There are several ways to strike the heavy underspin ball and they all can work well, it is a matter of what you want to do. You have fast, medium, and slow loop.
Slow loop is the safest and easiest to do. Every loop position, balance, and leverage is needed to make the necessary explosion to transfer energy to ball and overcome/continue spin. Key point to slow loop is position, allow ball to drop, even below table if needed and explode mostly up - more upwards vs heavier spin. You can keep a looser wrist at first, and as impact becomes better timed, you can firm up grip right at impact. Blade speed, angle, and vertical explosion are key. You cannot do any of these loops out of position or balance/leverage.
Medium loop you are impacting ball a little more direct, only a little more, you are opening blade a little more and swinging forward more. Best to take ball not too long after top of bounce.
Fast loop you have to open blade, but REALLY make explosive forward BANG into the ball explosion. Best to take the ball really early on rise while it still has vertical energy - this allows you to use a more forward swing for more speed component of power.

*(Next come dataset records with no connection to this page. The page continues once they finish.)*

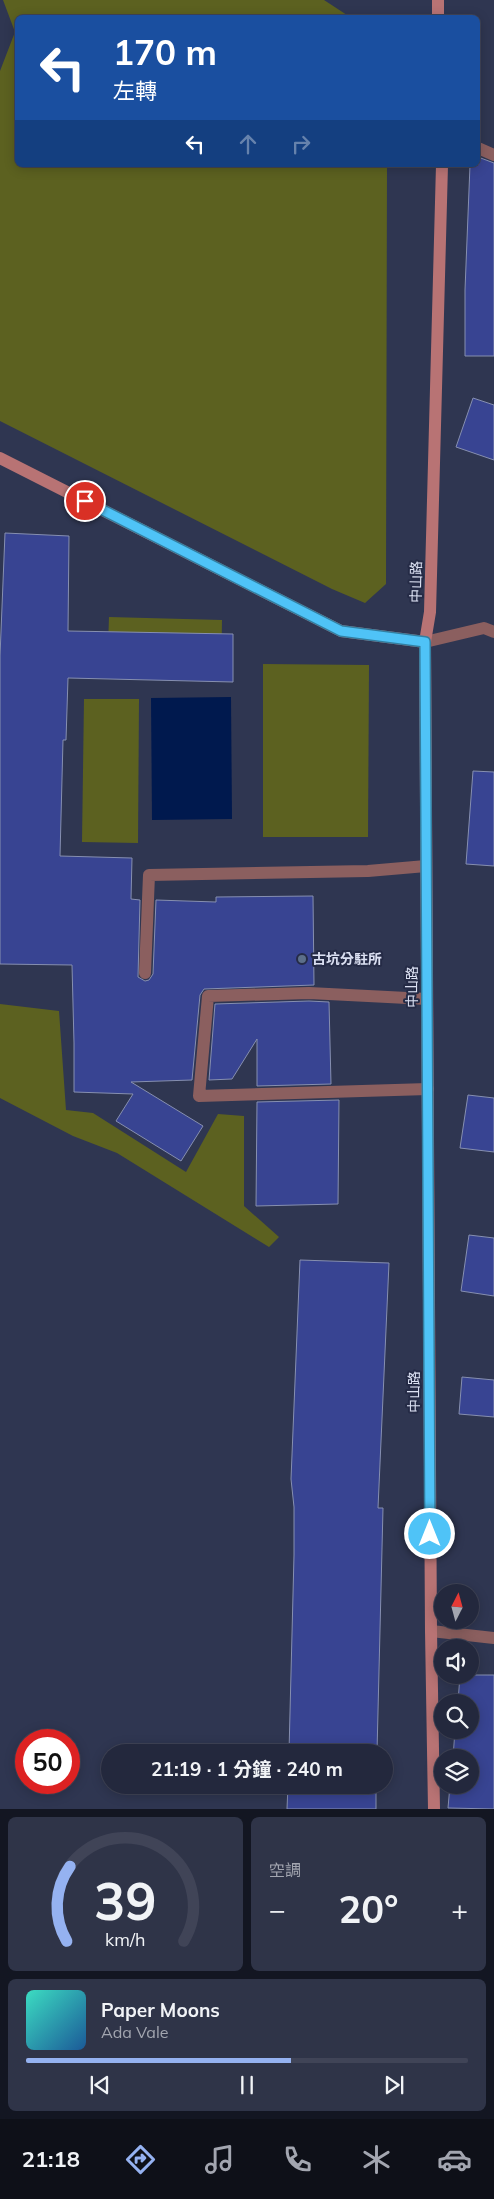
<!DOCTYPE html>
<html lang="zh-TW">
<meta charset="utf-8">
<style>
:root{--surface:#23283d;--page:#2f3448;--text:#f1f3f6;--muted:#a3a6b0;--line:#404457;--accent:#95b2f1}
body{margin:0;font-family:Mulish,"Noto Sans TC",sans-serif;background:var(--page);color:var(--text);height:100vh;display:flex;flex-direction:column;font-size:19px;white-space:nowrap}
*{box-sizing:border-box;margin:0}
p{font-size:16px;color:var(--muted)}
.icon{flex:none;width:28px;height:28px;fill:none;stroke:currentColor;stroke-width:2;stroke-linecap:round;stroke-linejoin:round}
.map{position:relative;height:1809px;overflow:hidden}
.details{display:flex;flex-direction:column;gap:8px;padding:8px;background:#131622;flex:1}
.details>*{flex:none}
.guide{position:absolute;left:15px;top:15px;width:465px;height:152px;border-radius:8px;box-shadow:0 2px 12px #0003,0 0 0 1px var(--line);background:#1a4fa0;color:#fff;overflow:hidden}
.needle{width:32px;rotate:6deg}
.buttons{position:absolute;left:434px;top:1584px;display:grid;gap:10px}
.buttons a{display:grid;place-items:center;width:45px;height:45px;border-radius:50%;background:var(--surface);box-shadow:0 2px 12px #0003,0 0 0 1px var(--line);font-size:25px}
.speed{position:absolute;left:15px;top:1729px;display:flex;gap:10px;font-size:25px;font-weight:700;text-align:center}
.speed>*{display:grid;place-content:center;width:65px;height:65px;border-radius:50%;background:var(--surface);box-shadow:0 2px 12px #0003,0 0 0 1px var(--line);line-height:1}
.speed .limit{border:8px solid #d22;background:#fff;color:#111}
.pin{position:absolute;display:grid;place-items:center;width:42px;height:42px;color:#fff;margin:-21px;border:2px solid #fff;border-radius:50%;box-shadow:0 1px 5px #0007}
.me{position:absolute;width:55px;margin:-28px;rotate:0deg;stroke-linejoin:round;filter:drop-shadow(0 0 4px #0008)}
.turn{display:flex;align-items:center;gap:18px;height:105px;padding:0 15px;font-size:22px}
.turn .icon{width:65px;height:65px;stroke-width:2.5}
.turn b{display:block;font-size:35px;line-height:42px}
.lanes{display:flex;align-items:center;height:48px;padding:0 15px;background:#0003;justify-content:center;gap:25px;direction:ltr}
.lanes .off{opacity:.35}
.big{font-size:38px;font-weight:700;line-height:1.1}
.details .card{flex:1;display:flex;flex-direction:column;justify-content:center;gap:8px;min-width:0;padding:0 18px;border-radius:8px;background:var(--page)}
.details .dial{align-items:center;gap:0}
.dial svg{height:130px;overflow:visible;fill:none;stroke:var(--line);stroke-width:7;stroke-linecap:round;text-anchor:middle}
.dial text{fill:var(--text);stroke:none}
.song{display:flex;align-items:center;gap:15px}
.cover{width:60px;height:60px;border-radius:8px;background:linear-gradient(135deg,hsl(170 70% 55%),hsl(210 70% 35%))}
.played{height:5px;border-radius:2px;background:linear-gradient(90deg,var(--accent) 60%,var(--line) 60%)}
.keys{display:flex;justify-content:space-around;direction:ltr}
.heat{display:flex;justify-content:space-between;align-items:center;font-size:28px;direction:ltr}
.details .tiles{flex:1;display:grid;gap:8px;grid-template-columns:1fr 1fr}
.card:last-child{grid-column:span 2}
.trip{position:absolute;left:101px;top:1744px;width:292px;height:50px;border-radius:25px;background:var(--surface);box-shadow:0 2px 12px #0003,0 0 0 1px var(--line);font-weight:700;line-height:50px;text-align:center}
.menu{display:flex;height:80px;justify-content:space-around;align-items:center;background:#0e1018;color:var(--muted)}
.menu .icon{width:35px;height:35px}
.menu .selected{color:var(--accent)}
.menu b{font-size:22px;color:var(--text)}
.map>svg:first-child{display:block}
.green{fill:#5c6120}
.water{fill:#00194e}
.building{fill:#384492;stroke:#868fb0}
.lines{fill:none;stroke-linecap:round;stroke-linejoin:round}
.lane{stroke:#8b5f5f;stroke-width:12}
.street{stroke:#8b5f5f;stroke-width:12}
.secondary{stroke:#b87374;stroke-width:12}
.route-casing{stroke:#337fa1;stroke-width:12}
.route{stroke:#4fc3f7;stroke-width:9}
.service-dot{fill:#5c6f8a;stroke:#252b46;stroke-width:2}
.labels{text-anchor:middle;stroke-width:4;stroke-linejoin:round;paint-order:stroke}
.street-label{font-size:14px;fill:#dbe0f2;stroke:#252b46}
.poi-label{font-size:14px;font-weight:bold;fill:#dbe0f2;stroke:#252b46;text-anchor:start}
</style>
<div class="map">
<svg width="494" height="1809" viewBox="0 0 494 1809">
<rect width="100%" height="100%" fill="#2f3651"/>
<!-- green -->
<g class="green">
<path d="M3 0H324L350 17 18 18V165H387L386 584 365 603 332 589 0 421V71L15 32Z"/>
<path d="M109 617 222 620 221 679 107 676Z"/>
<path d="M263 664 369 665 368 837H263Z"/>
<path d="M84 699H139L138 843 82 842Z"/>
<path d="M0 1004 59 1011 66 1110 93 1113 186 1172 218 1114 244 1116V1206L279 1237 269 1247 117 1153 73 1136 0 1098Z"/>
</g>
<!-- water -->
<path class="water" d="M231 697 232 819 152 820 151 698Z"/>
<!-- building -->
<g class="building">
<path d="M478 157 494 163V356H465V290L470 165H478Z"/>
<path d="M473 398 494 405V460L456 447Z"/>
<path d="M5 533 69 536 68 631 233 634V682L68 678 66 740H63L60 856 132 858 131 899 140 900 138 977 145 981 149 980 153 974 156 900 216 902V897L313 896 314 985 204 989 200 995 192 1080 131 1082 203 1126 181 1161 116 1121 133 1094 74 1092V1043L72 965 0 964V656Z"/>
<path d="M473 771 494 772V866L466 864Z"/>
<path d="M309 1001 329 1002 331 1084 257 1086V1039L232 1079 209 1080 215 1004Z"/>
<path d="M468 1095 494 1098V1152L460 1148Z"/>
<path d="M339 1100 338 1204 256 1206 257 1102Z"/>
<path d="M469 1235 494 1238V1296L461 1291Z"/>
<path d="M300 1260 389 1263 378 1508H383L377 1752H289L294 1555V1507L291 1479Z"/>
<path d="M462 1377 494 1380V1417L459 1414Z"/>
<path d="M460 1675H494V1809L448 1808 450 1785H470V1758H453L455 1730H470V1702H458Z"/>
<path d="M288 1785H376V1809H287Z"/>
</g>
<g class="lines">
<!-- lane -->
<g class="lane">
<path d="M478 148 494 155"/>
<path d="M145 973 149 875 368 871 426 866"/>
<path d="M427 999 309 993 208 996 199 1096 428 1089"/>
</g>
<!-- street -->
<g class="street">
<path d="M425 642 484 628 494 632"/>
<path d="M431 1631 494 1638"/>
</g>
<!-- secondary -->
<g class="secondary">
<path d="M438 0V18"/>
<path d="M0 458 341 631 425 642"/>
<path d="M434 1809 431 1631 425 642 430 612 442 165"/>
</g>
</g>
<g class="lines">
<defs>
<path id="route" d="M85 501 341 631 425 642 430 1534"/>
</defs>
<!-- route casing -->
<use href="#route" class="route-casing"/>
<!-- route -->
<use href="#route" class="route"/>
</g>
<!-- markers -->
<circle class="service-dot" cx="302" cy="959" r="5"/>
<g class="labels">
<!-- street labels -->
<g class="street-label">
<text transform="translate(416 582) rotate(-89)" y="5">中山路</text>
<text transform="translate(412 987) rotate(-90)" y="5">中山路</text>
<text transform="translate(414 1392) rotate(-90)" y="5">中山路</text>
</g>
<!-- poi labels -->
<g class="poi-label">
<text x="312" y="964">古坑分駐所</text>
</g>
</g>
</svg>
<div class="buttons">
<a><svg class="needle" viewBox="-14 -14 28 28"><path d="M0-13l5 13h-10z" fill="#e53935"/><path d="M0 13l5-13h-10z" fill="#a3a6b0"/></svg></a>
<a><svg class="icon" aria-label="sound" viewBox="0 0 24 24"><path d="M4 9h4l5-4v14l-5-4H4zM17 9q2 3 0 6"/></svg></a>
<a><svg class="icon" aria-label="search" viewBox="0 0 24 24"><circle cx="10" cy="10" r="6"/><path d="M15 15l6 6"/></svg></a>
<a><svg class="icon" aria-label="layers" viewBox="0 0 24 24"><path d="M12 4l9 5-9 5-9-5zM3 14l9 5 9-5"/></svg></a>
</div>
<div class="speed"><div class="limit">50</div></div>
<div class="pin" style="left:85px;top:501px;background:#d93025"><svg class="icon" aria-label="arrive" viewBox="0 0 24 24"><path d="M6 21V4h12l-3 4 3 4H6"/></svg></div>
<svg class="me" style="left:430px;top:1534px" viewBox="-20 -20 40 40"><circle r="17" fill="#4fc3f7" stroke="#fff" stroke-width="3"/><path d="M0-11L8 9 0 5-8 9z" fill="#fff"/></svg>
<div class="trip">21:19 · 1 分鐘 · 240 m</div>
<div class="guide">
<div class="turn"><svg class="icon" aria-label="left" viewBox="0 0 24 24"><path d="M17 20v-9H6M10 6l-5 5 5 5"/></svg><div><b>170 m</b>左轉</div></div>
<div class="lanes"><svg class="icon" aria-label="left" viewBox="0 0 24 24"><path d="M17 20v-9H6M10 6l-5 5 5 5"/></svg><svg class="icon off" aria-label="ahead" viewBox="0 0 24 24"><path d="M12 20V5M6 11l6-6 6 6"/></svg><svg class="icon off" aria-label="right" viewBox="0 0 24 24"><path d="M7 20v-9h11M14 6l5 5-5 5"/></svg></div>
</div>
</div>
<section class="details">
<div class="tiles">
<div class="card dial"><svg viewBox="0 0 100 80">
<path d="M14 69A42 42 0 1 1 86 69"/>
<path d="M14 69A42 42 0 0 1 16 23" stroke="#95b2f1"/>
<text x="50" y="56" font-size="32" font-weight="700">39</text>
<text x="50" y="72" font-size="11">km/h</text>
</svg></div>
<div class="card"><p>空調</p>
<div class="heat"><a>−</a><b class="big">20°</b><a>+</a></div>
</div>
<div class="card">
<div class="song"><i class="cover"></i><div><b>Paper Moons</b><p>Ada Vale</p></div></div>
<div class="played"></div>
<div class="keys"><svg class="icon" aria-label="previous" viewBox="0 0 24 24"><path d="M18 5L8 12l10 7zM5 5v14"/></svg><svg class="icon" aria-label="pause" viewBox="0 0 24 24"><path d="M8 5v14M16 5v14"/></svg><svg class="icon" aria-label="next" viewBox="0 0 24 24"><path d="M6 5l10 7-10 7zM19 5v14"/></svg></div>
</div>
</div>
</section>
<nav class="menu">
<b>21:18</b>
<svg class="icon selected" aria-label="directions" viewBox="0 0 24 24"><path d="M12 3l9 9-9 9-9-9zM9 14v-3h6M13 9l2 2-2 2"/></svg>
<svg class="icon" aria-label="music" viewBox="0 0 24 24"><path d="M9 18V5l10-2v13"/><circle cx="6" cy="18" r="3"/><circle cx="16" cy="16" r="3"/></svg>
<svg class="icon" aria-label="phone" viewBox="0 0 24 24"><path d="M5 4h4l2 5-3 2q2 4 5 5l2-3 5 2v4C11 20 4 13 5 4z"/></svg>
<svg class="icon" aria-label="climate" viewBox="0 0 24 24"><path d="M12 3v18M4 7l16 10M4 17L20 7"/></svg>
<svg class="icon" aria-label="car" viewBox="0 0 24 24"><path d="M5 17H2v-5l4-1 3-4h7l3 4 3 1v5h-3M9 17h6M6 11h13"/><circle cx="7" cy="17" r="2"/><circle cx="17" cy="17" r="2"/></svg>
</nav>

A lot of modern table tennis is built around taking the ball early and playing fast close to the table... but it isn't an absolute. Any shot sucks if it doesn't land. If you can make a slow heavy loop land 80%+ of the time in a match and trouble opponent, then it is an outstanding match shot and you have no need to play macho man table tennis... at least not immediately... although it would be a good strategic development goal to learn looping at all three speeds to better handle more situations and have more tactical options.